» Your objective:
Only an exact reprint of all the data is acceptable.

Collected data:
######
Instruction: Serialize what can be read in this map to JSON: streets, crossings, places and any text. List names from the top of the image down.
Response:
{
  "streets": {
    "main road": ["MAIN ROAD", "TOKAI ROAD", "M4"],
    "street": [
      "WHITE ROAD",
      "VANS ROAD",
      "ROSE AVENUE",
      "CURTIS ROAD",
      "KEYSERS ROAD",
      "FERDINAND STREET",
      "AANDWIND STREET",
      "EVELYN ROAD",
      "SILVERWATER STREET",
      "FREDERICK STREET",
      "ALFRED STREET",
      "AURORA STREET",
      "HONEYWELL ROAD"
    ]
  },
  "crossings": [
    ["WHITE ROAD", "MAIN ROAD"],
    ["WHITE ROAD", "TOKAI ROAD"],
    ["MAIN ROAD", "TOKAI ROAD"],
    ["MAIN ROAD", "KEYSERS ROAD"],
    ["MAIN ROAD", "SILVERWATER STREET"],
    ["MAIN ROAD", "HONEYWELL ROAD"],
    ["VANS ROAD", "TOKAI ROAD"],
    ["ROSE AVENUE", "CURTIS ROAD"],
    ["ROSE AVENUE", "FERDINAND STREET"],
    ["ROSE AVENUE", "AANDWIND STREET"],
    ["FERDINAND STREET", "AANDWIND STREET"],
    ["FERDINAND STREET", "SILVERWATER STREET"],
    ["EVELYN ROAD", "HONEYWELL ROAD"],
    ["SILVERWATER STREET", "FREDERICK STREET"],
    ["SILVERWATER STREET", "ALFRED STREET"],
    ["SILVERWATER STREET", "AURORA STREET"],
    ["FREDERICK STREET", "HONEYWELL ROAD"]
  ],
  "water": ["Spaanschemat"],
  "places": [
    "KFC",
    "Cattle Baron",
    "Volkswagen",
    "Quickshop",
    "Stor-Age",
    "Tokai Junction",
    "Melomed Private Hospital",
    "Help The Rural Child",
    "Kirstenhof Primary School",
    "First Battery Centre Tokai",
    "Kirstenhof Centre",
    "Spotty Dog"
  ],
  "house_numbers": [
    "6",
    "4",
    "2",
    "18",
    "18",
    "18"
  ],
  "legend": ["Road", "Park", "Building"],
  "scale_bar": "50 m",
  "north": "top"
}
######
» Your solution:
Instruction: Serialize what can be read in this map to JSON: streets, crossings, places and any text. List names from the top of the image down.
Response:
{
  "streets": {
    "main road": ["MAIN ROAD", "TOKAI ROAD", "M4"],
    "street": [
      "WHITE ROAD",
      "VANS ROAD",
      "ROSE AVENUE",
      "CURTIS ROAD",
      "KEYSERS ROAD",
      "FERDINAND STREET",
      "AANDWIND STREET",
      "EVELYN ROAD",
      "SILVERWATER STREET",
      "FREDERICK STREET",
      "ALFRED STREET",
      "AURORA STREET",
      "HONEYWELL ROAD"
    ]
  },
  "crossings": [
    ["WHITE ROAD", "MAIN ROAD"],
    ["WHITE ROAD", "TOKAI ROAD"],
    ["MAIN ROAD", "TOKAI ROAD"],
    ["MAIN ROAD", "KEYSERS ROAD"],
    ["MAIN ROAD", "SILVERWATER STREET"],
    ["MAIN ROAD", "HONEYWELL ROAD"],
    ["VANS ROAD", "TOKAI ROAD"],
    ["ROSE AVENUE", "CURTIS ROAD"],
    ["ROSE AVENUE", "FERDINAND STREET"],
    ["ROSE AVENUE", "AANDWIND STREET"],
    ["FERDINAND STREET", "AANDWIND STREET"],
    ["FERDINAND STREET", "SILVERWATER STREET"],
    ["EVELYN ROAD", "HONEYWELL ROAD"],
    ["SILVERWATER STREET", "FREDERICK STREET"],
    ["SILVERWATER STREET", "ALFRED STREET"],
    ["SILVERWATER STREET", "AURORA STREET"],
    ["FREDERICK STREET", "HONEYWELL ROAD"]
  ],
  "water": ["Spaanschemat"],
  "places": [
    "KFC",
    "Cattle Baron",
    "Volkswagen",
    "Quickshop",
    "Stor-Age",
    "Tokai Junction",
    "Melomed Private Hospital",
    "Help The Rural Child",
    "Kirstenhof Primary School",
    "First Battery Centre Tokai",
    "Kirstenhof Centre",
    "Spotty Dog"
  ],
  "house_numbers": [
    "6",
    "4",
    "2",
    "18",
    "18",
    "18"
  ],
  "legend": ["Road", "Park", "Building"],
  "scale_bar": "50 m",
  "north": "top"
}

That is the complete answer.